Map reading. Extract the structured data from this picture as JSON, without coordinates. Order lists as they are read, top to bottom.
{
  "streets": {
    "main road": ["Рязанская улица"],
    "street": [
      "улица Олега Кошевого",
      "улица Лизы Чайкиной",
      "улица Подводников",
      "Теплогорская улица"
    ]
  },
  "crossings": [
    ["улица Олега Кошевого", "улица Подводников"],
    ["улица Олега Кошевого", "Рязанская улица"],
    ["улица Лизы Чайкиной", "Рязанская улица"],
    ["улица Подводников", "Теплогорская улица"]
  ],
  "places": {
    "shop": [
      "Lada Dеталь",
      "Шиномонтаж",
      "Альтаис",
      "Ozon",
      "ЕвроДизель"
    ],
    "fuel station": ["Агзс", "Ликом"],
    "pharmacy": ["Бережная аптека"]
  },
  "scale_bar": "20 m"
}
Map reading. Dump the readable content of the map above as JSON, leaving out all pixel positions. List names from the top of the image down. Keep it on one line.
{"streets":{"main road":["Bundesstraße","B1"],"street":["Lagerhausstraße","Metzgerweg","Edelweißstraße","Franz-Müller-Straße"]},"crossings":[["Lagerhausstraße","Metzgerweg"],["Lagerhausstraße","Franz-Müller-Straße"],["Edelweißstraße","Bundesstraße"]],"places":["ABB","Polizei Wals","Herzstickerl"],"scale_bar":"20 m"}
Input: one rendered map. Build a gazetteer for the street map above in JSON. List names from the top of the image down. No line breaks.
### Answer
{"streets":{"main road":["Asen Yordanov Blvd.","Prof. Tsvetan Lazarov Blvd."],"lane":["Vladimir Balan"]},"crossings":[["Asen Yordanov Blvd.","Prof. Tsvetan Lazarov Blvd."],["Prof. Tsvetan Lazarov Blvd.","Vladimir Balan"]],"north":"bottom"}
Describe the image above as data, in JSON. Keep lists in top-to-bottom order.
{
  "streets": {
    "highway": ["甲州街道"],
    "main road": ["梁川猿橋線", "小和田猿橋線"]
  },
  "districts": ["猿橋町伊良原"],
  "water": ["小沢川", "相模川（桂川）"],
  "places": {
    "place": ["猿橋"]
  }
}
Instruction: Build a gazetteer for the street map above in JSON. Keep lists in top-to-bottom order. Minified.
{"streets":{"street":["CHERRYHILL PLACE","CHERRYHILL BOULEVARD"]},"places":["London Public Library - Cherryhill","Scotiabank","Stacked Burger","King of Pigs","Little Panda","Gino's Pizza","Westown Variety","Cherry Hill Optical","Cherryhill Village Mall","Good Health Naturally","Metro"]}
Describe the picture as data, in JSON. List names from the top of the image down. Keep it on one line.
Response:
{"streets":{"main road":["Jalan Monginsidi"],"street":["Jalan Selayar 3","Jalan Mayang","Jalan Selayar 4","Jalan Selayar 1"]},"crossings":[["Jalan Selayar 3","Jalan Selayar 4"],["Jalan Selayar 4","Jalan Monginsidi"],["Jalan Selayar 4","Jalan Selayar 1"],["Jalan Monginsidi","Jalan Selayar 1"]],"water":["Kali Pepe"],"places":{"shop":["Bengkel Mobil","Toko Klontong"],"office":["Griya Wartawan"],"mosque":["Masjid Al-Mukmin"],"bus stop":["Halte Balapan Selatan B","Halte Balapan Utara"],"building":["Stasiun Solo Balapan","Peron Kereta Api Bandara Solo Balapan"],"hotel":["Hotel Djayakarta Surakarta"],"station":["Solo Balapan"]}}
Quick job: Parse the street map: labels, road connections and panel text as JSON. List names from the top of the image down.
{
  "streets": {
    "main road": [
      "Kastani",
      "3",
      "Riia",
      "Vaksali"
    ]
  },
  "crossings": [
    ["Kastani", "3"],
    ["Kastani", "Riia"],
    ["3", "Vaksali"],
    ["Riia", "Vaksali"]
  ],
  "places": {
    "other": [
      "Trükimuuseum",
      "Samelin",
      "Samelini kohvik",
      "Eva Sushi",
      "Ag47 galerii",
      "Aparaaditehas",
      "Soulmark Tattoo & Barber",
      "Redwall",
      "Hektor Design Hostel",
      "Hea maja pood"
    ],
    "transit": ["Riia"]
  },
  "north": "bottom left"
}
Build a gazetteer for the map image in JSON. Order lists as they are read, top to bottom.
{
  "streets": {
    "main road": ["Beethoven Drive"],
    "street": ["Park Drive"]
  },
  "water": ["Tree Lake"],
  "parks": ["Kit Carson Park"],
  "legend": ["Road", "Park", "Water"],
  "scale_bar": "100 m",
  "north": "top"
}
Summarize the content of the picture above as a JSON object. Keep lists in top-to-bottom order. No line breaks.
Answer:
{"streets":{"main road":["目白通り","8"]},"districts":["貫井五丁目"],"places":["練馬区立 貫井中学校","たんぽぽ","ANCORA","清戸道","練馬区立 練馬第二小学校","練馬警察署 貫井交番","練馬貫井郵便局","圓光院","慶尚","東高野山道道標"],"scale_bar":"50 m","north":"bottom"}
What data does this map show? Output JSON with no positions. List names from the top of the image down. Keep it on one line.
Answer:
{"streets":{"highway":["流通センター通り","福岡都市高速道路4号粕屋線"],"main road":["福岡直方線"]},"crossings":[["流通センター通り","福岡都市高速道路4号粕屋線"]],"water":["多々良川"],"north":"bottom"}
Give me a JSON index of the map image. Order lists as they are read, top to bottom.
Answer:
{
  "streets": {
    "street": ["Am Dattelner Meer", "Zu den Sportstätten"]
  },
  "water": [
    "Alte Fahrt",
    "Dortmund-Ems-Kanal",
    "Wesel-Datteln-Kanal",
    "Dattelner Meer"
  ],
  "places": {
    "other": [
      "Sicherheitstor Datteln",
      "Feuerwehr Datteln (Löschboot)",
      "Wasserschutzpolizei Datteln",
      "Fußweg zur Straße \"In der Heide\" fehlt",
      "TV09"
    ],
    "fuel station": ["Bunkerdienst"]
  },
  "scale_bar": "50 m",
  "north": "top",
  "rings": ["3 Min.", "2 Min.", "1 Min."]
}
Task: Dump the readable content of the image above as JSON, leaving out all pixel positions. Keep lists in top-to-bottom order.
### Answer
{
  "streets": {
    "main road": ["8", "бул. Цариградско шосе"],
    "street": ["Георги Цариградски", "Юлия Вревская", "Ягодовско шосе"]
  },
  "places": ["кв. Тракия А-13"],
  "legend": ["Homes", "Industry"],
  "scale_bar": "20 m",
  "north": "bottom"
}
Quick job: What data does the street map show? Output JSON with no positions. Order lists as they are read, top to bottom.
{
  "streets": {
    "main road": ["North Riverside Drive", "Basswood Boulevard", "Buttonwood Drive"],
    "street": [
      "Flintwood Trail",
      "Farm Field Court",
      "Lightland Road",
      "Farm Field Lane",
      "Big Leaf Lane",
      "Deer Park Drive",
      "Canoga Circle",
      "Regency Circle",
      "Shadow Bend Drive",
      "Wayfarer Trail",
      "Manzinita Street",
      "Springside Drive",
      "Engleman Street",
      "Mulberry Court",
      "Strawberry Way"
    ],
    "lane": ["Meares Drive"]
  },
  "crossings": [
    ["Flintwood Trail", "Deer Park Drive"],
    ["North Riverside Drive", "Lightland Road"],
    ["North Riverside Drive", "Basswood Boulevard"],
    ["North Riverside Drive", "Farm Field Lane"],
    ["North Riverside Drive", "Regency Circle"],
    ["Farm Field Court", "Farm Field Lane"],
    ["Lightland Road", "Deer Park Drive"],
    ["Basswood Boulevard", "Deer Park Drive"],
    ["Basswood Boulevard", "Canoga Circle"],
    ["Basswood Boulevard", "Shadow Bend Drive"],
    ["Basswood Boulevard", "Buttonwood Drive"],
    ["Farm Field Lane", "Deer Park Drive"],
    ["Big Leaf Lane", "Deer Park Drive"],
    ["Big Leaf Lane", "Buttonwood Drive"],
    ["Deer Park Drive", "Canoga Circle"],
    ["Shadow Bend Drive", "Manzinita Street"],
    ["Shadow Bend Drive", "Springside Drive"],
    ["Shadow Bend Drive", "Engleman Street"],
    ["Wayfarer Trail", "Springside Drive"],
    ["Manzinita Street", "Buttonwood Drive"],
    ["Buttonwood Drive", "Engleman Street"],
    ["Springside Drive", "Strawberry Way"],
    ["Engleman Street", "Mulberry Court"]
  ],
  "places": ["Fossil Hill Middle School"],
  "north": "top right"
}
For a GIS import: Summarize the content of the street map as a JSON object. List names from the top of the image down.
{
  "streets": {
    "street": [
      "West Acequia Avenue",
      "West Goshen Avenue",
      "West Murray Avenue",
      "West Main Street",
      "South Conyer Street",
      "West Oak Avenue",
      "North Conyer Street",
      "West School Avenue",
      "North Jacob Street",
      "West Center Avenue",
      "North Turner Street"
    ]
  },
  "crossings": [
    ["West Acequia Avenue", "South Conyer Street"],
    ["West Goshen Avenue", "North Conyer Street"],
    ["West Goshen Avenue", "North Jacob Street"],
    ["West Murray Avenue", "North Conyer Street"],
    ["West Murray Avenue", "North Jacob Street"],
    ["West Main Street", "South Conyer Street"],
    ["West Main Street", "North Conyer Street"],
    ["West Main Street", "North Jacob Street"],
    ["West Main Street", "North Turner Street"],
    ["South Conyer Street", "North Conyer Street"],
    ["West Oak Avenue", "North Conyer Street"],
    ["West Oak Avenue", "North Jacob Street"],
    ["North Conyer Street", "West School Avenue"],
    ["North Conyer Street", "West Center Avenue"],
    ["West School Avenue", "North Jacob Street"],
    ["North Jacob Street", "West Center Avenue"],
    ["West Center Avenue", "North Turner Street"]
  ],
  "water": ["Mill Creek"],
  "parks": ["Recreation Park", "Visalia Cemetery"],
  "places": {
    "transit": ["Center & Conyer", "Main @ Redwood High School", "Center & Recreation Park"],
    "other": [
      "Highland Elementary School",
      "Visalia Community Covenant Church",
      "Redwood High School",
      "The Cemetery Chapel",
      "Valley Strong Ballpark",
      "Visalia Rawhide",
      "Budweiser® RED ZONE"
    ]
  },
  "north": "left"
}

PROBLEM TO WORK ON = Using the data above, extract exactly the lines from the one that holds "What data does this" to the one that holds "Task: Dump the", both ends included, and no others.

ANSWER FOR THIS EXERCISE =
What data does this map show? Output JSON with no positions. List names from the top of the image down. Keep it on one line.
Answer:
{"streets":{"highway":["流通センター通り","福岡都市高速道路4号粕屋線"],"main road":["福岡直方線"]},"crossings":[["流通センター通り","福岡都市高速道路4号粕屋線"]],"water":["多々良川"],"north":"bottom"}
Give me a JSON index of the map image. Order lists as they are read, top to bottom.
Answer:
{
  "streets": {
    "street": ["Am Dattelner Meer", "Zu den Sportstätten"]
  },
  "water": [
    "Alte Fahrt",
    "Dortmund-Ems-Kanal",
    "Wesel-Datteln-Kanal",
    "Dattelner Meer"
  ],
  "places": {
    "other": [
      "Sicherheitstor Datteln",
      "Feuerwehr Datteln (Löschboot)",
      "Wasserschutzpolizei Datteln",
      "Fußweg zur Straße \"In der Heide\" fehlt",
      "TV09"
    ],
    "fuel station": ["Bunkerdienst"]
  },
  "scale_bar": "50 m",
  "north": "top",
  "rings": ["3 Min.", "2 Min.", "1 Min."]
}
Task: Dump the readable content of the image above as JSON, leaving out all pixel positions. Keep lists in top-to-bottom order.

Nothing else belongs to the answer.